▽

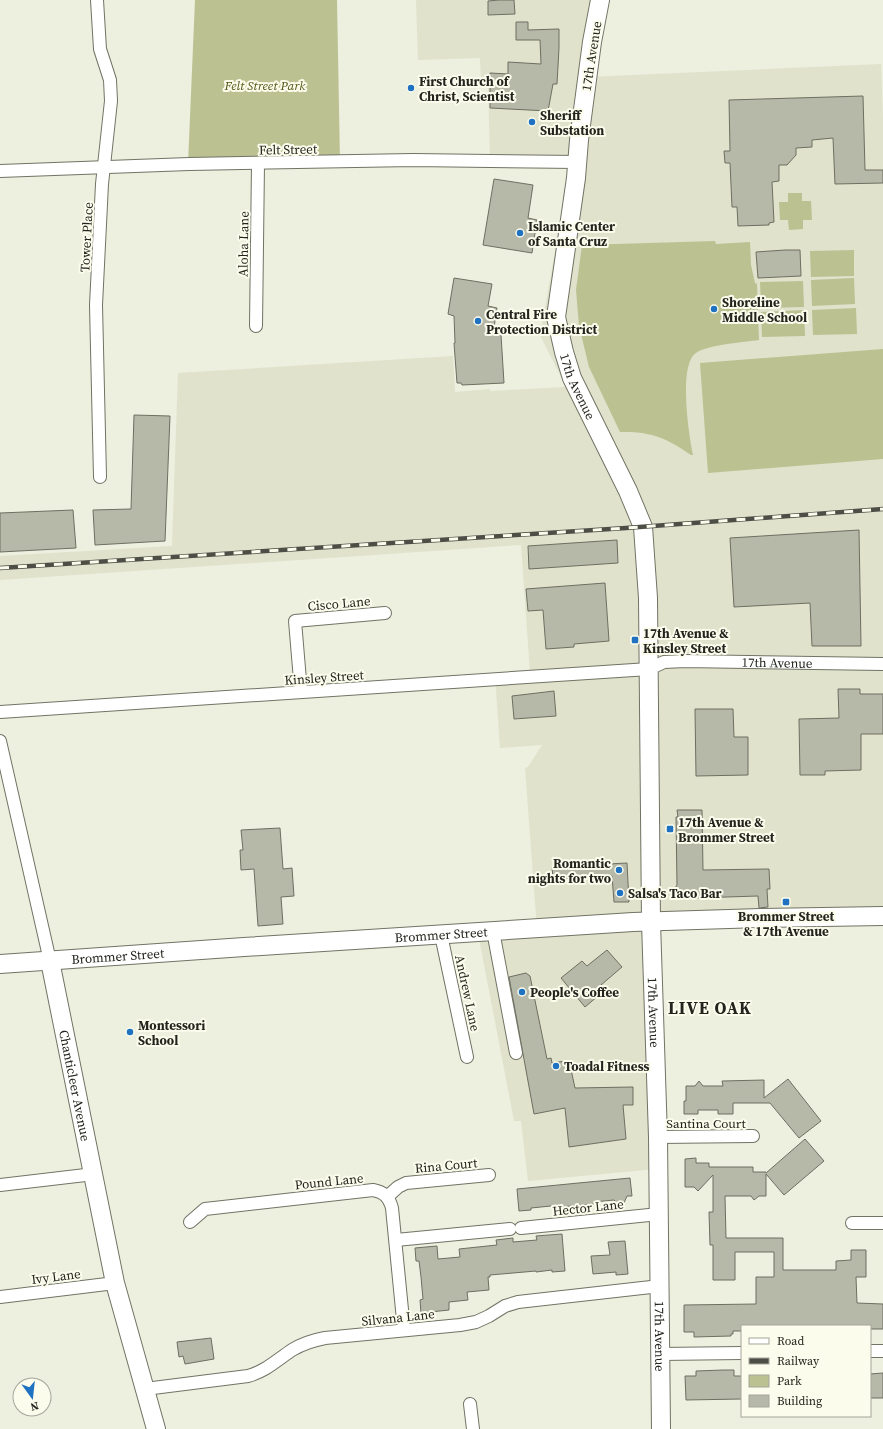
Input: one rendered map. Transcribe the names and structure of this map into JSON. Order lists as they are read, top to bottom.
{
  "streets": {
    "main road": ["17th Avenue", "Brommer Street", "Chanticleer Avenue"],
    "street": [
      "Felt Street",
      "Tower Place",
      "Aloha Lane",
      "Cisco Lane",
      "Kinsley Street",
      "Andrew Lane",
      "Santina Court",
      "Rina Court",
      "Pound Lane",
      "Hector Lane",
      "Ivy Lane",
      "Silvana Lane"
    ]
  },
  "crossings": [
    ["17th Avenue", "Felt Street"],
    ["17th Avenue", "Kinsley Street"],
    ["17th Avenue", "Brommer Street"],
    ["17th Avenue", "Santina Court"],
    ["17th Avenue", "Hector Lane"],
    ["17th Avenue", "Silvana Lane"],
    ["Felt Street", "Tower Place"],
    ["Felt Street", "Aloha Lane"],
    ["Cisco Lane", "Kinsley Street"],
    ["Brommer Street", "Andrew Lane"],
    ["Brommer Street", "Chanticleer Avenue"],
    ["Chanticleer Avenue", "Ivy Lane"],
    ["Chanticleer Avenue", "Silvana Lane"],
    ["Rina Court", "Pound Lane"]
  ],
  "districts": ["LIVE OAK"],
  "parks": ["Felt Street Park"],
  "places": {
    "other": [
      "First Church of Christ, Scientist",
      "Sheriff Substation",
      "Islamic Center of Santa Cruz",
      "Shoreline Middle School",
      "Central Fire Protection District",
      "Romantic nights for two",
      "Salsa's Taco Bar",
      "People's Coffee",
      "Montessori School",
      "Toadal Fitness"
    ],
    "transit": ["17th Avenue & Kinsley Street", "17th Avenue & Brommer Street", "Brommer Street & 17th Avenue"]
  },
  "legend": [
    "Road",
    "Railway",
    "Park",
    "Building"
  ],
  "north": "bottom"
}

△

Task objective ▸ Every line of the listing must be reproduced exactly, though the pictures are to be left out.

Task output ▸
Input: one rendered map. Transcribe the names and structure of this map into JSON. Order lists as they are read, top to bottom.
{
  "streets": {
    "main road": ["17th Avenue", "Brommer Street", "Chanticleer Avenue"],
    "street": [
      "Felt Street",
      "Tower Place",
      "Aloha Lane",
      "Cisco Lane",
      "Kinsley Street",
      "Andrew Lane",
      "Santina Court",
      "Rina Court",
      "Pound Lane",
      "Hector Lane",
      "Ivy Lane",
      "Silvana Lane"
    ]
  },
  "crossings": [
    ["17th Avenue", "Felt Street"],
    ["17th Avenue", "Kinsley Street"],
    ["17th Avenue", "Brommer Street"],
    ["17th Avenue", "Santina Court"],
    ["17th Avenue", "Hector Lane"],
    ["17th Avenue", "Silvana Lane"],
    ["Felt Street", "Tower Place"],
    ["Felt Street", "Aloha Lane"],
    ["Cisco Lane", "Kinsley Street"],
    ["Brommer Street", "Andrew Lane"],
    ["Brommer Street", "Chanticleer Avenue"],
    ["Chanticleer Avenue", "Ivy Lane"],
    ["Chanticleer Avenue", "Silvana Lane"],
    ["Rina Court", "Pound Lane"]
  ],
  "districts": ["LIVE OAK"],
  "parks": ["Felt Street Park"],
  "places": {
    "other": [
      "First Church of Christ, Scientist",
      "Sheriff Substation",
      "Islamic Center of Santa Cruz",
      "Shoreline Middle School",
      "Central Fire Protection District",
      "Romantic nights for two",
      "Salsa's Taco Bar",
      "People's Coffee",
      "Montessori School",
      "Toadal Fitness"
    ],
    "transit": ["17th Avenue & Kinsley Street", "17th Avenue & Brommer Street", "Brommer Street & 17th Avenue"]
  },
  "legend": [
    "Road",
    "Railway",
    "Park",
    "Building"
  ],
  "north": "bottom"
}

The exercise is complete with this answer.